Movie Review by Dr Kuma
Starring: Tom Hanks, Audrey Tautou, Ian McKellan, Paul Bettany, Jean Reno
Director: Ron Howard
The biggest book in recent history now becomes the second biggest film in 2006 so far, but does the movie live up to the hype?
The publicity surrounding this film (court case and alleged blasphemy accusations from varied sources) obviously whetted the appetites of those who read the book (most UK commuters) but would the bad press ruin it for everyone?
So many questions and just like the novel itself, we aim to answer them, only we here at PHASE9 aim to make sure we research before we preach.
It would seem impossible to make a hash of a novel when the source material read like a screenplay in the first place, so lets get this out of the way. The film is not a disaster by any means, nor does it retain the “page turner” standing of the novel. Ron Howard has come very close to making a boring film for the multiplex crowds as his idea of a thriller will differ from their idea of a blockbuster. However I felt as though it was a return to the McGuffin style set pieces of a Hitchcock picture made in the late 50’s and early sixties and found the slower pace and build up of characters refreshing (don’t get me wrong though, Howard is no Hitchcock, but an accomplished director none-the-less).
The plot for those who have not read the book is as follows:
While in Paris lecturing, Harvard symbologist Robert Langdon (Tom Hanks – miscast but still ever professionally reliable) is informed that the elderly curator of the Louvre has been murdered inside the museum. Near the body, police have found a baffling cipher. Solving the enigmatic riddle, Langdon is stunned to discover it leads to a trail of clues hidden in the works of Da Vinci. Langdon joins forces with a gifted French cryptologist, Sophie Neveu (Audrey Tautou – cast for looking the part rather than breathing life into it) and learns the late curator was not only Sophie’s grandfather but that he was also involved in the Priory of Sion – a secret society who have connections in high places. In a breathless race through Paris and London (both used in a picture postcard fashion just like in the days of HART TO HART TV episodes) Robert and Sophie must race against time and albino henchmen to discover the greatest goal of all – the location of the Holy Grail.
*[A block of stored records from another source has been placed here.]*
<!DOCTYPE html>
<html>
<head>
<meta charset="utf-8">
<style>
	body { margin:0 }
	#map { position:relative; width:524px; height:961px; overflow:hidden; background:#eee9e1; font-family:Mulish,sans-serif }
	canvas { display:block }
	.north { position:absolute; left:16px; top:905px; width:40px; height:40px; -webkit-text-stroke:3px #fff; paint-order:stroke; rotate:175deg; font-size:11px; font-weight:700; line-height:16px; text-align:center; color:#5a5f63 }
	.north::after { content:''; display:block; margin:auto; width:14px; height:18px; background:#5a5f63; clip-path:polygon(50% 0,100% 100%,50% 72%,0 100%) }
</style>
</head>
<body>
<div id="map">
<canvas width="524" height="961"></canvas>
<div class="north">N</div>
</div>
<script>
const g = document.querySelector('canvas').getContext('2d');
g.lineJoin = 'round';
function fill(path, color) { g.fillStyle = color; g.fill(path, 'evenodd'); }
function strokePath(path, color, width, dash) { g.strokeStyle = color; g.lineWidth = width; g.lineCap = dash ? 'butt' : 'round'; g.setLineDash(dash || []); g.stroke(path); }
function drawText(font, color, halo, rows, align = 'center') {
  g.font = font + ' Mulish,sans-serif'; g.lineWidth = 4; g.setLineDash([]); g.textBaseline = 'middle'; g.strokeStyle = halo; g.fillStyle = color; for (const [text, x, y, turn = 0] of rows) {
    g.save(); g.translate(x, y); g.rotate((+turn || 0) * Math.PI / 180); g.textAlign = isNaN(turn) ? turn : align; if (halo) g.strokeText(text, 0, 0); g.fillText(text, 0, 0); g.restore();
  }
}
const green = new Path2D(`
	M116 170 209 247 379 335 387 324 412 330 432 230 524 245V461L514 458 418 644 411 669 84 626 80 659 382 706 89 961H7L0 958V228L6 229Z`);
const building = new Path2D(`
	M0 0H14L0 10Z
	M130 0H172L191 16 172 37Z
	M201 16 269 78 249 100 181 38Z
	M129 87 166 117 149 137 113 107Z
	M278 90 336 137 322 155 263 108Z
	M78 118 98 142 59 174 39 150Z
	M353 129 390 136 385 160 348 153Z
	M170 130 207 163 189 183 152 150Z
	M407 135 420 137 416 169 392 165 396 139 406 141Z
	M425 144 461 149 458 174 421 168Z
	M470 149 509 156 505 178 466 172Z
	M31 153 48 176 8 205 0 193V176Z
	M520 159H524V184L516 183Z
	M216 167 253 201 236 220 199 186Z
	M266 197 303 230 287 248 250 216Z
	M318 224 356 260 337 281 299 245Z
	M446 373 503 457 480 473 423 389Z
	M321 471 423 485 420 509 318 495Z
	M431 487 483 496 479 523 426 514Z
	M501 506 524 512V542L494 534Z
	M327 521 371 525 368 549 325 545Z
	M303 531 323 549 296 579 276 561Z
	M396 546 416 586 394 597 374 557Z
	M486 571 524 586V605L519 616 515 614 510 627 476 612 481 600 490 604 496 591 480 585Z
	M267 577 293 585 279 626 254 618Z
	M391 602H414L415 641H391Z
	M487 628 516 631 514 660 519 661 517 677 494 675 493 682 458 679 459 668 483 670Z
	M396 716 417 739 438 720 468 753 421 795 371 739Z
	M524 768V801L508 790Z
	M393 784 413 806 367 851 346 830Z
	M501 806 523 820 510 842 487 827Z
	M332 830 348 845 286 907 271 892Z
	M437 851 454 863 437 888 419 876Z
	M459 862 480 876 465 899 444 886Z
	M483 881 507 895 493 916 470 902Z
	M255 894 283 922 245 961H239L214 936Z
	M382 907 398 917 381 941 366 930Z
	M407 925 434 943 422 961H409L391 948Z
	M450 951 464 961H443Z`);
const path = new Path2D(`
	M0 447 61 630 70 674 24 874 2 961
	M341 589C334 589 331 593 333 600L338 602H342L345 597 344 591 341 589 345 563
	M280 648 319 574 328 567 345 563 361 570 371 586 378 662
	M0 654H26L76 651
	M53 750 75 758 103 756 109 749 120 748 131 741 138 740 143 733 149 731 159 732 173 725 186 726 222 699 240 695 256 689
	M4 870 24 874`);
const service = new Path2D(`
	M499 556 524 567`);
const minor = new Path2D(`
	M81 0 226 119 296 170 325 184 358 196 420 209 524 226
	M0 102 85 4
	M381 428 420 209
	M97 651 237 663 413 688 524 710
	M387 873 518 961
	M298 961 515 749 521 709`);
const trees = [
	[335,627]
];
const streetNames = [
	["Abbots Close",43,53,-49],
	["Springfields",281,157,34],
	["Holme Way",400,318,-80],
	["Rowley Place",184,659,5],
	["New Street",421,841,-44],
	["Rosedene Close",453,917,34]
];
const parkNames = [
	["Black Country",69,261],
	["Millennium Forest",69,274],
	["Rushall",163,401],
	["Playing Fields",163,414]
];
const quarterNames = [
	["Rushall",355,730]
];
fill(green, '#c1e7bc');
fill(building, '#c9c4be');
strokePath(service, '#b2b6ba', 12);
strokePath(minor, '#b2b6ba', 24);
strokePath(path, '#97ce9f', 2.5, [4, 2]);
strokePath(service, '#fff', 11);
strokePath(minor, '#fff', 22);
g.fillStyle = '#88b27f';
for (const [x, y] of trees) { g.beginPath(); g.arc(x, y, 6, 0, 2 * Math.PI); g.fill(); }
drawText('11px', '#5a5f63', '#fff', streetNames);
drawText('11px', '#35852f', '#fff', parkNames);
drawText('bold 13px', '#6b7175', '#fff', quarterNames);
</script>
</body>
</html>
Sounds exiting but obviously it doesn’t explain the fact that this has all been done before in a wholly more entertaining and believable fashion with INDIANA JONES AND THE LAST CRUSADE! The first 10 or so minutes are great but by this time those who read the novel will see that a great deal of the opening build up which made the novel interesting, especially as regards Langdon himself, has been dropped, which is a shame in a film that tries to build characterizations. However, most of the casting of the other roles is spot on and the splendid actors rise to the occasion.
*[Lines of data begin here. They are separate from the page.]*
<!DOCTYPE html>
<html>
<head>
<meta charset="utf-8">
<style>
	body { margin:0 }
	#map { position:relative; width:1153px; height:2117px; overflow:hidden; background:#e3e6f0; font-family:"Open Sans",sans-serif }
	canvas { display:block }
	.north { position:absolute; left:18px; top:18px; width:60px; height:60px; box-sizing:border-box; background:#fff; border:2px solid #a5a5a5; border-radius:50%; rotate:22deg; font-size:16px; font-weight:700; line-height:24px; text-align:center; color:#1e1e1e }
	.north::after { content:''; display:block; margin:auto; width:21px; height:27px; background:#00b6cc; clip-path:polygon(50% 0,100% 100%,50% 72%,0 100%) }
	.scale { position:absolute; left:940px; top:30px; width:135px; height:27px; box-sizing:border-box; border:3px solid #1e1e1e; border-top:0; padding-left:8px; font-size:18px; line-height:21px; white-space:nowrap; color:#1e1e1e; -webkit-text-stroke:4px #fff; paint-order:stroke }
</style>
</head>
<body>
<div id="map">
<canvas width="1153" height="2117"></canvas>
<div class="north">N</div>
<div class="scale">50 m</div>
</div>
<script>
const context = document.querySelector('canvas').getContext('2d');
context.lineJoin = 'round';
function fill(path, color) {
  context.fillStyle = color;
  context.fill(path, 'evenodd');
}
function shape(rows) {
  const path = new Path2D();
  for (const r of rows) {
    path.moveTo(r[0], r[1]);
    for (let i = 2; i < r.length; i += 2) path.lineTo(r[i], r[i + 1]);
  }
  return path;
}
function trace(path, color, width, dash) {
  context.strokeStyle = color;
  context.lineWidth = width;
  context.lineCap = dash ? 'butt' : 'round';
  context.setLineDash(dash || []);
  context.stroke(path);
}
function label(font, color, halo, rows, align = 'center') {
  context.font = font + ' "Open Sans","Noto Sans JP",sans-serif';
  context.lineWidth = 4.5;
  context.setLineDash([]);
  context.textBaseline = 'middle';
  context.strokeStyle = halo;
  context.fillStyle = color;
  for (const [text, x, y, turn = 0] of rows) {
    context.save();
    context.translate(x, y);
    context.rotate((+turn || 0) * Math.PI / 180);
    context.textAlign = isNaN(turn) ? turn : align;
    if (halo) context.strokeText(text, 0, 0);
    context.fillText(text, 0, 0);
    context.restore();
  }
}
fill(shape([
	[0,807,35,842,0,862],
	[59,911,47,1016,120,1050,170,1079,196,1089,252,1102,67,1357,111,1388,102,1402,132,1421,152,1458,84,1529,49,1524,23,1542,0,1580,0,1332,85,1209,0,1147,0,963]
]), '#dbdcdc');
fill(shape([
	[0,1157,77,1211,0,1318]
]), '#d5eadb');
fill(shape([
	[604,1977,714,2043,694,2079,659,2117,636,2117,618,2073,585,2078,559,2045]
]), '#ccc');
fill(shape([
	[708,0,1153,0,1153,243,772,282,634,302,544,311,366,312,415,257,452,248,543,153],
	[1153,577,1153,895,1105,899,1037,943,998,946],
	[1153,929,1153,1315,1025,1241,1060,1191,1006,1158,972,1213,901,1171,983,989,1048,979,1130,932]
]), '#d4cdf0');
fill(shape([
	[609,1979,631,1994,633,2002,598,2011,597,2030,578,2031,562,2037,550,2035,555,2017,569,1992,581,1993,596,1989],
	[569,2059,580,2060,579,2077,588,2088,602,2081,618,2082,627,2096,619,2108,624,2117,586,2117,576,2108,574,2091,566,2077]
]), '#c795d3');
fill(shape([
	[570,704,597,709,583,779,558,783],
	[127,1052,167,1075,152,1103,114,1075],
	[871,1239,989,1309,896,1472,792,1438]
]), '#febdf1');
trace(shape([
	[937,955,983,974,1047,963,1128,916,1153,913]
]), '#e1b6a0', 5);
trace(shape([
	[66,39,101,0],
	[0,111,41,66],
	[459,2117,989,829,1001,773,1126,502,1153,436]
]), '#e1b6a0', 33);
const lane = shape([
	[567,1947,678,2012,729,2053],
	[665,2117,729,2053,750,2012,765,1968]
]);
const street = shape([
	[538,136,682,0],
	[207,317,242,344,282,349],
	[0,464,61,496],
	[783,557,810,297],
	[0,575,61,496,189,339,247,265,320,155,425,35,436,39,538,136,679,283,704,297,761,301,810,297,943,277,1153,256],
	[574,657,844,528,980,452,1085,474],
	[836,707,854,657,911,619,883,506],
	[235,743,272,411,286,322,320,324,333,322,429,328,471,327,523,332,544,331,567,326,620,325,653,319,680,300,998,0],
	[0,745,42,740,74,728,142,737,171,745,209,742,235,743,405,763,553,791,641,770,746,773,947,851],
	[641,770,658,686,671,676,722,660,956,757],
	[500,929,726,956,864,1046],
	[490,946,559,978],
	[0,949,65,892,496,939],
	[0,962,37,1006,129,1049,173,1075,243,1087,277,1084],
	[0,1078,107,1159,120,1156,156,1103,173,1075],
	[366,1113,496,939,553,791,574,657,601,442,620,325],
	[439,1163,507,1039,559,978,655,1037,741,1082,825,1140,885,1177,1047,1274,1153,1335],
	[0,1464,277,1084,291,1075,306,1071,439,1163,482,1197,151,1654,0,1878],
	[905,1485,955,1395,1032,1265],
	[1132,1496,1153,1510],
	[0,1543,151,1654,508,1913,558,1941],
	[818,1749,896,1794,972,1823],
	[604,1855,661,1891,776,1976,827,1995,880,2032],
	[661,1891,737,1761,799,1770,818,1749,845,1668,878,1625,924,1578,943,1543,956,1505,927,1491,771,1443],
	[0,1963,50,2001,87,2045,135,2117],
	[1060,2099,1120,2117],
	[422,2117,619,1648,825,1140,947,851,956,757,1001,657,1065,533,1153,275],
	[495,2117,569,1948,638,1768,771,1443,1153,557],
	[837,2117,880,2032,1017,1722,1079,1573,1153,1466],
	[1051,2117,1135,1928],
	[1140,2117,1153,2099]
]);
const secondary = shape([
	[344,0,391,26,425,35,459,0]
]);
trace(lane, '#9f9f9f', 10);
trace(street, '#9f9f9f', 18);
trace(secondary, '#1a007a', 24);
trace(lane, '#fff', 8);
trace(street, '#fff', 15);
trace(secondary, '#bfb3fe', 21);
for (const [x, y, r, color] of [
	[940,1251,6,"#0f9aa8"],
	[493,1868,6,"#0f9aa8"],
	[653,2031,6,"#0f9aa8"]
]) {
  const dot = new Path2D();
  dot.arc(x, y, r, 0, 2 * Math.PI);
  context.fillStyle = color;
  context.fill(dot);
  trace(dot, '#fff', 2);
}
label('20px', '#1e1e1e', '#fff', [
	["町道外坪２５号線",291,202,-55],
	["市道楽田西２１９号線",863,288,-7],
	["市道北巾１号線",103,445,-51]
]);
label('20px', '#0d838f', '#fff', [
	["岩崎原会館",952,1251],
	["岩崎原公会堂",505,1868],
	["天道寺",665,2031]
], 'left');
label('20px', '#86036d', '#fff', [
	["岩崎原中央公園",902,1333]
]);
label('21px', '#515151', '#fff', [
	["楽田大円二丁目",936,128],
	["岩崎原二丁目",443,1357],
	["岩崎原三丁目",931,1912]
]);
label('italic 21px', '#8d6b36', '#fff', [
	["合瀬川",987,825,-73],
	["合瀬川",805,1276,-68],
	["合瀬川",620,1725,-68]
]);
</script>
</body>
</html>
If you enjoyed the book then you shouldn’t be too disappointed by the film which sticks to Dan Brown’s source material very closely, bar a few additions to character flaws and motivations. This really isn’t the disaster people (or should I say critics) have made it out to be but seriously, don’t take it for anything more that the conspiracy theory it is meant to be. It really should raise eyebrows rather that questions, but isn’t that what a summer blockbuster is supposed to do?
Dr Kuma’s verdict: An old fashioned thriller whose script takes the form of a crossword puzzle for all to decipher – it’s down to you if you crack the code or simply crack up at the dialogue, especially the line “we need a library fast” spoken from the top of a London bus which has, at the time of writing, already entered Hollywood lore. Still, it’s never as dull as other critics have made out.